## EXERCISE OBJECTIVE
Please could you give again the lines from the one holding "Quick job: Dump" through the final line of the data below, exactly, with no other lines?
(INPUT DATA begins)
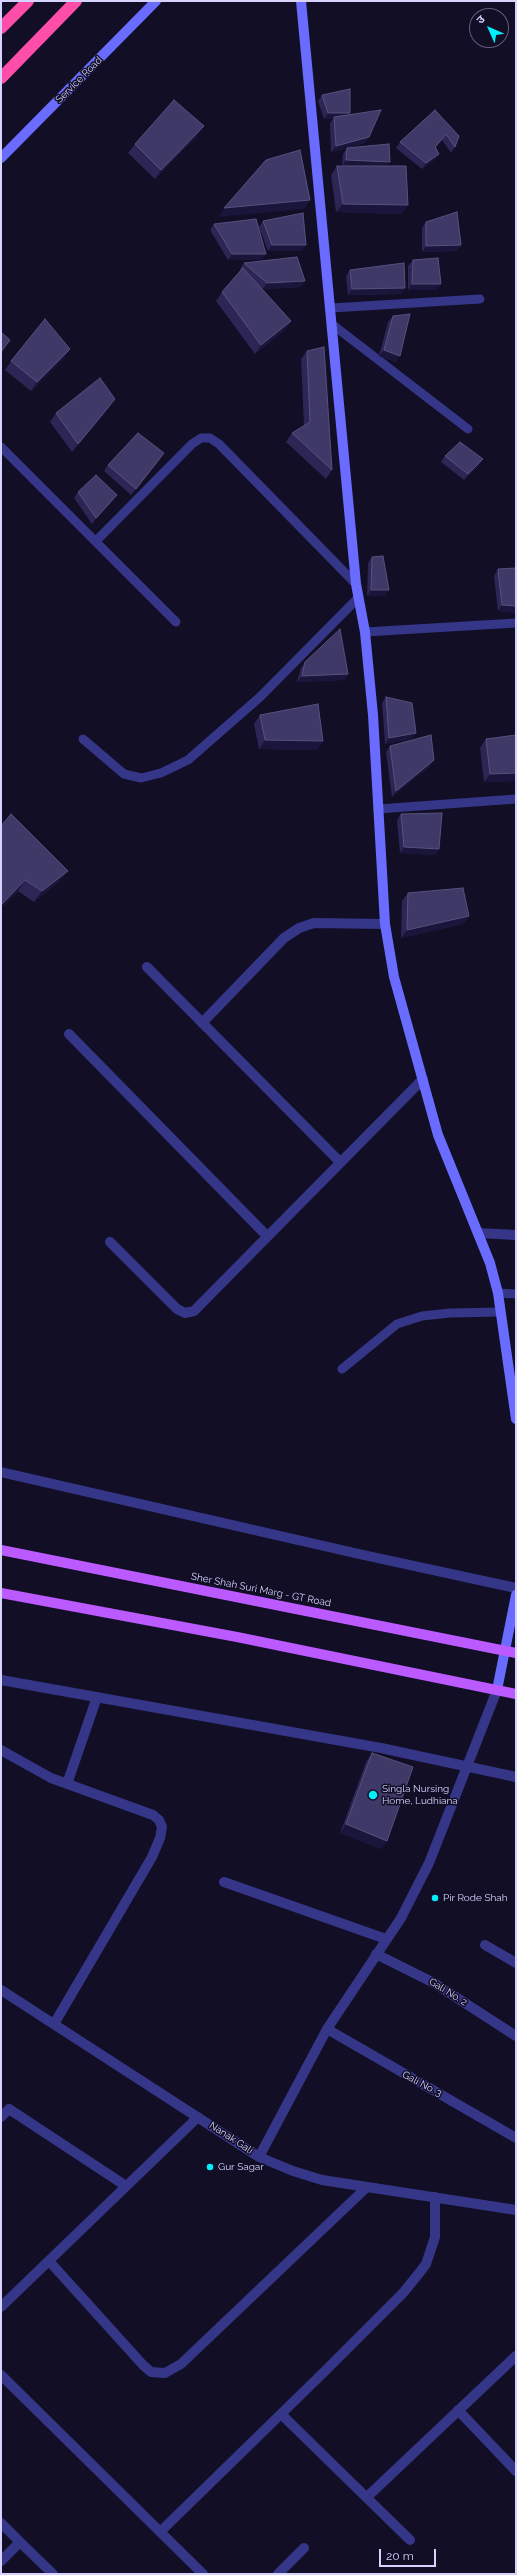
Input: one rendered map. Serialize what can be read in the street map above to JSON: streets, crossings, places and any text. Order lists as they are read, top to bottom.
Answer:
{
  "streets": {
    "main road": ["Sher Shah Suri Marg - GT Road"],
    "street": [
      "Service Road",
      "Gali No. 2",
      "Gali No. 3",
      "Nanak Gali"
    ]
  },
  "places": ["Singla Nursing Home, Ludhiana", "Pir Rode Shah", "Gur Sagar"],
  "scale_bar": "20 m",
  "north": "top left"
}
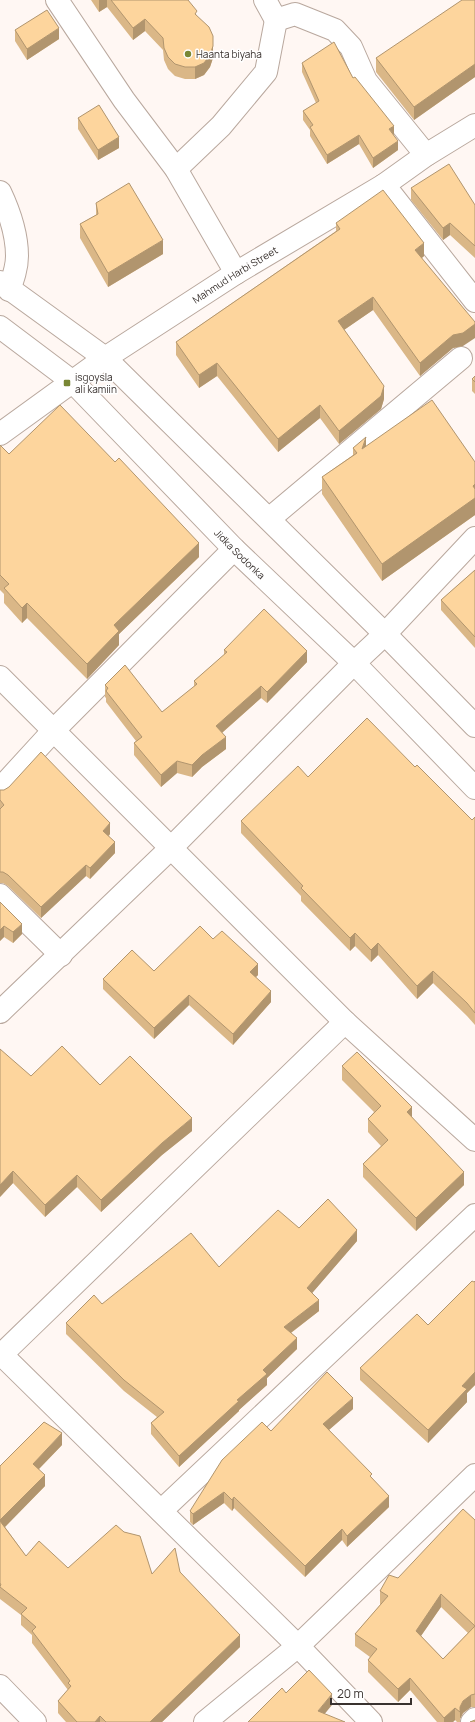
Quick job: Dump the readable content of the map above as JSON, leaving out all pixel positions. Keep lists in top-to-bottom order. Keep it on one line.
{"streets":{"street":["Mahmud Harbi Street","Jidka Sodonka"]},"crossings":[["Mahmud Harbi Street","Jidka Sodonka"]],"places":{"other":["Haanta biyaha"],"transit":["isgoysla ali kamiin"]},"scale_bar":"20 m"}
(INPUT DATA ends)
## SOLUTION TO THIS EXERCISE
Quick job: Dump the readable content of the map above as JSON, leaving out all pixel positions. Keep lists in top-to-bottom order. Keep it on one line.
{"streets":{"street":["Mahmud Harbi Street","Jidka Sodonka"]},"crossings":[["Mahmud Harbi Street","Jidka Sodonka"]],"places":{"other":["Haanta biyaha"],"transit":["isgoysla ali kamiin"]},"scale_bar":"20 m"}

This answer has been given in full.